Wednesday, February 02, 2005

Groundhog Day

I've got no real reason for posting about Groundhog Day or groundhogs, for that matter, but the local news just made mention of the nonsensical competition between two groundhogs, Punxsutawney Phil and some other one I'd never heard of before. Hell, I can't even recall what name!

I've not been posting much of late as I've been seriously trying to catch up with work I need to do for the festival, a few other websites and my addiction.

I've also been on the road a bit... I went to Midland, Michigan with Julie, a colleague at the MSU Museum to deliver a weaving exhibit to the Midland Center For The Arts. Midland is the home of Dow Chemical and one of the most dioxin-polluted landscapes in the state, if not the country. I wondered, as we crossed the Tittibiwassee River just how much chemistry has been absorbed by the land and subsequently by people who have lived there over the years.

I wonder how many cancer-riddled employees of Dow have supported, and will continue to support their employer's "right" to contaminate everything in sight despite the health risks — all because their jobs depend on a successful Dow Chemical.

If there is a recurring thought in my head, it's about how we have allowed ourselves to become slaves to commerce. It used to be that commerce was an exchange between people within communities — more as a necessity, a life support model for all parties involved.
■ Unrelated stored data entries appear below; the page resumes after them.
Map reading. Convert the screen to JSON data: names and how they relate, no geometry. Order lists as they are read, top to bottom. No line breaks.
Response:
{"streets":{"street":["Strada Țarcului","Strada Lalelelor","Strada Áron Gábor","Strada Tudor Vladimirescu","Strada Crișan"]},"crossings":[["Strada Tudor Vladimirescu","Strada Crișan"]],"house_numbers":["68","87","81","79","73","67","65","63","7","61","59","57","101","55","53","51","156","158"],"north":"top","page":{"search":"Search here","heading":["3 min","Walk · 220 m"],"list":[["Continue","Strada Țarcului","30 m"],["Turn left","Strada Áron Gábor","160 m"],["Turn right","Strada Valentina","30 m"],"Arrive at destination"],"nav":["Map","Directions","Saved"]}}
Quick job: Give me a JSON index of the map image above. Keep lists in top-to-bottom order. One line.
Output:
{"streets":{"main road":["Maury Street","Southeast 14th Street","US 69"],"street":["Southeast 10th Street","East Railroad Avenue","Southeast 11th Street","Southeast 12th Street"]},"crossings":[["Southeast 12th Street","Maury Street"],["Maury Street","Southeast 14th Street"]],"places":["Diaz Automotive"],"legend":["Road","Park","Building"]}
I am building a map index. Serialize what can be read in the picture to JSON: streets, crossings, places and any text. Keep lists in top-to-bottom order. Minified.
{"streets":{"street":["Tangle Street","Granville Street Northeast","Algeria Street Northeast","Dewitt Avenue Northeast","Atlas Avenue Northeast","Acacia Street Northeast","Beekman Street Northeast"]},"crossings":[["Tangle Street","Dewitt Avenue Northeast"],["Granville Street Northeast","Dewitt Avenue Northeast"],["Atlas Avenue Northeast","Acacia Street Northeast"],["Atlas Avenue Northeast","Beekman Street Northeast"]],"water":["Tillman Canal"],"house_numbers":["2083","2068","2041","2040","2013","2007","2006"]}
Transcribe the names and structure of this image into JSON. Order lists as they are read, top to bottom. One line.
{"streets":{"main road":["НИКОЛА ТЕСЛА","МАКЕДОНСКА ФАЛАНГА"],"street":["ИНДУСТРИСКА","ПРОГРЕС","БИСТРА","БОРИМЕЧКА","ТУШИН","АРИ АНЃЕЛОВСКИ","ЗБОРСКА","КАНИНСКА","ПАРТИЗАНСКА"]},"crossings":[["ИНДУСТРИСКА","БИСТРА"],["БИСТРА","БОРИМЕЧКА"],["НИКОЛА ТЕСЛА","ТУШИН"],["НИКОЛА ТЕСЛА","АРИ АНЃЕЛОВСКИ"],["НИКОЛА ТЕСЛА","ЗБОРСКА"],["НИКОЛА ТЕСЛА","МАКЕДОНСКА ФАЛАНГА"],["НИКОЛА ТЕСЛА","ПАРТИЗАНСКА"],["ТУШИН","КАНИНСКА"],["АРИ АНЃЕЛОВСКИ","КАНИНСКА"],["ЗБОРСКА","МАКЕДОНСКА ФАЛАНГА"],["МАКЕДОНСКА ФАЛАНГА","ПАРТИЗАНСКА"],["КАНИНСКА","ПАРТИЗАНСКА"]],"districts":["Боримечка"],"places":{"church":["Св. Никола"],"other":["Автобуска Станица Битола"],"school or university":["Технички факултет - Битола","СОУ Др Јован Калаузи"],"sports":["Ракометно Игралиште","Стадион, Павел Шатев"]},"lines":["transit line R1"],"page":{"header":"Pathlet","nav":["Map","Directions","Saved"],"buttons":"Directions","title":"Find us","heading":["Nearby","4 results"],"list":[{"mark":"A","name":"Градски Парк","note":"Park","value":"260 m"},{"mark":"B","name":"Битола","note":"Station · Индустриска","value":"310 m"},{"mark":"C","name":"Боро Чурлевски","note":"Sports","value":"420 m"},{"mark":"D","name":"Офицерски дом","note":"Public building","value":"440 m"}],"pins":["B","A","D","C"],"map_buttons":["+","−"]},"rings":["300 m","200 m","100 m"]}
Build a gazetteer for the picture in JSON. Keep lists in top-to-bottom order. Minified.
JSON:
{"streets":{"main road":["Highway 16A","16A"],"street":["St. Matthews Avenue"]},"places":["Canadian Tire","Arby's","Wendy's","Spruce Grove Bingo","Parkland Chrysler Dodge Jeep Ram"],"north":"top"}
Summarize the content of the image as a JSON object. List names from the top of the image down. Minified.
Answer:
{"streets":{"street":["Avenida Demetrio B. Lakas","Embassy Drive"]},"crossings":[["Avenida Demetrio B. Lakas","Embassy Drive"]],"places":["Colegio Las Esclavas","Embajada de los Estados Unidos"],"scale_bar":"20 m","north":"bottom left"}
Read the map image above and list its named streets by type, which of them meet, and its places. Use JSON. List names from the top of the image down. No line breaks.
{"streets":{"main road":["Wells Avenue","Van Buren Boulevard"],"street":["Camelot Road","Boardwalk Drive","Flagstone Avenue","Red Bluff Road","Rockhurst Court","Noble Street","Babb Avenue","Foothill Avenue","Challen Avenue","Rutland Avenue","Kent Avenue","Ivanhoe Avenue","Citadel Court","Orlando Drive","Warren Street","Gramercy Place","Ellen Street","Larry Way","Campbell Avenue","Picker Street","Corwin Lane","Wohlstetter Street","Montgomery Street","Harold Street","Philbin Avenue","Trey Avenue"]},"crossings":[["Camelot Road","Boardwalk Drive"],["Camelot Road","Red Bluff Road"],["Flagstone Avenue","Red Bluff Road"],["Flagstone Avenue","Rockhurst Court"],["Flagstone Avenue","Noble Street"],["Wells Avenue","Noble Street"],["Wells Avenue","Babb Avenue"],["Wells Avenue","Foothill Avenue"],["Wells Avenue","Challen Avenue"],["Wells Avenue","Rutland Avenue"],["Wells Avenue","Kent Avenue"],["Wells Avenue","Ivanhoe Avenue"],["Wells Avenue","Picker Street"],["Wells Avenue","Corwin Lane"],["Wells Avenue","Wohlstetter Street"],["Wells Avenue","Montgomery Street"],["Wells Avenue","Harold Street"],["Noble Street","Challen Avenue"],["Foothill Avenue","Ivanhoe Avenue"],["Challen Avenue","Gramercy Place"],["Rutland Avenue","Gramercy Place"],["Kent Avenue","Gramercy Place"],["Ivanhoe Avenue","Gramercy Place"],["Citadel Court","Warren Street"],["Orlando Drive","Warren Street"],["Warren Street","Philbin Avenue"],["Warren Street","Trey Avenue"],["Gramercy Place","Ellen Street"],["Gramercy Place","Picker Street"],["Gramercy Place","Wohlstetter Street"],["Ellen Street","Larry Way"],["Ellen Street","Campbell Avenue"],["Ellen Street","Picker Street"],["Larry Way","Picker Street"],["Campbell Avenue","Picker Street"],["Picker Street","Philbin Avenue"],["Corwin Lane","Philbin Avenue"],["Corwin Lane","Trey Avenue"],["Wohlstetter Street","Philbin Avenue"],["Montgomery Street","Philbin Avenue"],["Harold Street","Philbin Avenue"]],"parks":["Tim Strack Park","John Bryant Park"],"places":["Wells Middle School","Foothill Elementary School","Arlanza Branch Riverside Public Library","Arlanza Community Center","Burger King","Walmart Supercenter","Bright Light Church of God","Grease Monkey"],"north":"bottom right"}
The profit motive, however, has screwed up all that.

Since seeing Ridley Scott's Alien years ago, I have believed the film to be a metaphor for big business and its modus operandi, which is – put quite simply &ndash profit at all costs. Corporations such as Dow are much like the alien creature in that film – they have lives of their own. They must be fed to survive... they feed upon people and the environment. Executives have no other concern beyond the lives of their respective corporations – again, at all cost.

It's sickening. It's sad. It's fatal. And as far as I can see, there's no turning back. We are addicted to this way of life – "it's the economy, stupid!"